» What this task involves: Could you return the lines below exactly, from the first line up to and including the line that holds "solid #fff;border-radius:50%;background:#1a73e8;box-shadow:0 0"?
---------- Material for the task
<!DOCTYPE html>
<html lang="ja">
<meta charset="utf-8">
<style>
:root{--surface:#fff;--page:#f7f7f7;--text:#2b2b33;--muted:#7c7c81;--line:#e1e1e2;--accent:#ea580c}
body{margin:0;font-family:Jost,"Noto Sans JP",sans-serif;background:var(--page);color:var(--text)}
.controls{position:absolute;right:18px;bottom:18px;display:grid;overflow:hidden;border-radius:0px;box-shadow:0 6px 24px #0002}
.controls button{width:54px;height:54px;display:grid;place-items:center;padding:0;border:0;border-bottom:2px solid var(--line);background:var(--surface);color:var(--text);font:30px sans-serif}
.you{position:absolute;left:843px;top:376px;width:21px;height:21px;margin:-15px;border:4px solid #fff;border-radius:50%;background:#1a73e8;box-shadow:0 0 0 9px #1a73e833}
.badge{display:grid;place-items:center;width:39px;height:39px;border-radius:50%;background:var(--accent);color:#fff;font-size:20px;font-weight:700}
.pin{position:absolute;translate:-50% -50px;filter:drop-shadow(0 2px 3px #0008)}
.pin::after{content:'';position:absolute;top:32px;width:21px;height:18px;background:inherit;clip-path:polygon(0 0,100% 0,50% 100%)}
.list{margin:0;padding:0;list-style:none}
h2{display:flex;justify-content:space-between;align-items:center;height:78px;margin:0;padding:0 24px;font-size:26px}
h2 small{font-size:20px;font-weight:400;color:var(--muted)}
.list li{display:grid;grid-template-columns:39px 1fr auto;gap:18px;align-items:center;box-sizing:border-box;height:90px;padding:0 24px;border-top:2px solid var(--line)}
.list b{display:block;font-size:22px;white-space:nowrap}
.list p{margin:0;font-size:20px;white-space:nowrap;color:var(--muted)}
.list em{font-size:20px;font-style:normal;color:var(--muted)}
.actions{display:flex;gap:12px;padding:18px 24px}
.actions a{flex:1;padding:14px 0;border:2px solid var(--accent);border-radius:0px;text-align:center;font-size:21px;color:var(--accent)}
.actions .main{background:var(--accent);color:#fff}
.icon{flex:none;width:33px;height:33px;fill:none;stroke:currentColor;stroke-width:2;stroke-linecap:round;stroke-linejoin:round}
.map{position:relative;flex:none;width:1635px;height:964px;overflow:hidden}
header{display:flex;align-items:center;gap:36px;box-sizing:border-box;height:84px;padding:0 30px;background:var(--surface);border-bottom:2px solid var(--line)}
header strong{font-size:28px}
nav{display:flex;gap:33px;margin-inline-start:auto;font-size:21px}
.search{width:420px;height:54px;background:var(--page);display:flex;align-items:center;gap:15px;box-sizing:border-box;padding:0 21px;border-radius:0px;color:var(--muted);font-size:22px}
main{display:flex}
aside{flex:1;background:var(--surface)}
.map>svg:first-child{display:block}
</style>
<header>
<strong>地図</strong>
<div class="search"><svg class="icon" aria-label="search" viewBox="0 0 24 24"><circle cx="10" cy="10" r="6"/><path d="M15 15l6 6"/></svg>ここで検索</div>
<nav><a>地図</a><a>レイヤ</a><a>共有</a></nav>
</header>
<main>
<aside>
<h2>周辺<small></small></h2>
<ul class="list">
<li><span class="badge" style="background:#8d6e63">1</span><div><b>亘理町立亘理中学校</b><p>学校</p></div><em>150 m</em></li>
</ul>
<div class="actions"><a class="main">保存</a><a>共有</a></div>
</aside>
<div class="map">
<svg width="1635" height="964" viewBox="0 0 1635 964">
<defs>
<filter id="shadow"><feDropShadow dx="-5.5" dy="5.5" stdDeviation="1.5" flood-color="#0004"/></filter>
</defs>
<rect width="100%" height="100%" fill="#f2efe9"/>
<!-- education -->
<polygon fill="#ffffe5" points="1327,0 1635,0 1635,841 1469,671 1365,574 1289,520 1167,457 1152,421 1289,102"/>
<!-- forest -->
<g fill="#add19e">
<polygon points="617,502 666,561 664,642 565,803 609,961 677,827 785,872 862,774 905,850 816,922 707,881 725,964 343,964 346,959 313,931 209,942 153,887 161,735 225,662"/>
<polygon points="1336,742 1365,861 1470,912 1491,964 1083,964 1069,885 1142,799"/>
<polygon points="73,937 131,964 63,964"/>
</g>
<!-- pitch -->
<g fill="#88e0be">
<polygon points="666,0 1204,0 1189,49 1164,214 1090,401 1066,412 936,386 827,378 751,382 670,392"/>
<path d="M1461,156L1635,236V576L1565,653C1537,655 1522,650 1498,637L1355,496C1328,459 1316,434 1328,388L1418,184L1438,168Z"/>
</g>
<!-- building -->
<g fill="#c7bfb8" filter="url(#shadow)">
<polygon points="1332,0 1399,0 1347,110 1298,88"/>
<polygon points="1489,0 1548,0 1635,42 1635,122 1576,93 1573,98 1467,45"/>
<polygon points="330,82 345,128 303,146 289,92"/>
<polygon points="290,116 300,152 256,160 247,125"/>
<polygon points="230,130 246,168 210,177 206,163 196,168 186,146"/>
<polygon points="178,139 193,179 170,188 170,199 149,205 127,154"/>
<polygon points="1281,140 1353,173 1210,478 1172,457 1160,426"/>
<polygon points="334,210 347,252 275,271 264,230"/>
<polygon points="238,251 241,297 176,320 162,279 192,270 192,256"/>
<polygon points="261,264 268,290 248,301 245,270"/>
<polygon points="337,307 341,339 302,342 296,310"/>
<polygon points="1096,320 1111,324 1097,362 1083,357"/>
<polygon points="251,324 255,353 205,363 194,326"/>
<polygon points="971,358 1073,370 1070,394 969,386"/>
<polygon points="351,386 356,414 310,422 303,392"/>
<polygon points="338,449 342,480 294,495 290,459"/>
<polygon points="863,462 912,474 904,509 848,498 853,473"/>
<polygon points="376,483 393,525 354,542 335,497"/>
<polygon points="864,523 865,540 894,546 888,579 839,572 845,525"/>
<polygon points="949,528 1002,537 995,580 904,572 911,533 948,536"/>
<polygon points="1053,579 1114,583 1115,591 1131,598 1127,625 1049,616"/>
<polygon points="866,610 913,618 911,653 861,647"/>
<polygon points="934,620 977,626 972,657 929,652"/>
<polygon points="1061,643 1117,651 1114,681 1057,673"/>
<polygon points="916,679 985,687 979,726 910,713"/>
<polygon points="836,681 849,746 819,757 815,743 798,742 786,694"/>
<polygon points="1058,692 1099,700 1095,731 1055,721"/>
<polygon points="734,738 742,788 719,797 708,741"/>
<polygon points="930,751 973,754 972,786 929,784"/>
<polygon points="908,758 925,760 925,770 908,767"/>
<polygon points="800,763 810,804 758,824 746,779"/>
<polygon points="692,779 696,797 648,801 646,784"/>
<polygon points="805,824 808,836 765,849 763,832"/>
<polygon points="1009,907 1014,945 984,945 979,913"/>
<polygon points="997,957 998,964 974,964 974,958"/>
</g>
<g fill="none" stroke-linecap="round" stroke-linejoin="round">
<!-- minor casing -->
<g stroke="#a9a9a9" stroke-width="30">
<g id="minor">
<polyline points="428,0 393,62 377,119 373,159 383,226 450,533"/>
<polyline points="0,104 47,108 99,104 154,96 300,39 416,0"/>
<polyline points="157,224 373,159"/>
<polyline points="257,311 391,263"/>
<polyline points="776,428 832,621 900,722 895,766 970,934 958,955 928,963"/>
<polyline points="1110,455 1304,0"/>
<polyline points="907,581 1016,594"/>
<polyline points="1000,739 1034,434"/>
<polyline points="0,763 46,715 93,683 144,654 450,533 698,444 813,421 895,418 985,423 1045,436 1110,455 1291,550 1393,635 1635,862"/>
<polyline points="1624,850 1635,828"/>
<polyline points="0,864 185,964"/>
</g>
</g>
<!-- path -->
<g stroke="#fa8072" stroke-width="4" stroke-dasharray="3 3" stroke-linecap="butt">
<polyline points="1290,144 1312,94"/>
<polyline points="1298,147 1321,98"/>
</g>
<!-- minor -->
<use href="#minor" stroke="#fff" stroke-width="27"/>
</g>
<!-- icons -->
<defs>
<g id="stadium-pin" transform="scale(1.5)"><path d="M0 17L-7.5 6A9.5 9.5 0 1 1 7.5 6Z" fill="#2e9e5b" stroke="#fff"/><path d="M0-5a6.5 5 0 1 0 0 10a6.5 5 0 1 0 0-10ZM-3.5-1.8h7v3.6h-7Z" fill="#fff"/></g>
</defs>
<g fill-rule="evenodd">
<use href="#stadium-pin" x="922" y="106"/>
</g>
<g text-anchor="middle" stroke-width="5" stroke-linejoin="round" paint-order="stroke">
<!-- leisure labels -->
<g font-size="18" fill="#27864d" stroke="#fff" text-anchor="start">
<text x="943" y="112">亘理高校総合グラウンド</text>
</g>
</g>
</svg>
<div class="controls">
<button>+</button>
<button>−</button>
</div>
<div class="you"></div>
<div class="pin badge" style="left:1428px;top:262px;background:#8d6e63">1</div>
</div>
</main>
--------------------
» Task answer:
<!DOCTYPE html>
<html lang="ja">
<meta charset="utf-8">
<style>
:root{--surface:#fff;--page:#f7f7f7;--text:#2b2b33;--muted:#7c7c81;--line:#e1e1e2;--accent:#ea580c}
body{margin:0;font-family:Jost,"Noto Sans JP",sans-serif;background:var(--page);color:var(--text)}
.controls{position:absolute;right:18px;bottom:18px;display:grid;overflow:hidden;border-radius:0px;box-shadow:0 6px 24px #0002}
.controls button{width:54px;height:54px;display:grid;place-items:center;padding:0;border:0;border-bottom:2px solid var(--line);background:var(--surface);color:var(--text);font:30px sans-serif}
.you{position:absolute;left:843px;top:376px;width:21px;height:21px;margin:-15px;border:4px solid #fff;border-radius:50%;background:#1a73e8;box-shadow:0 0 0 9px #1a73e833}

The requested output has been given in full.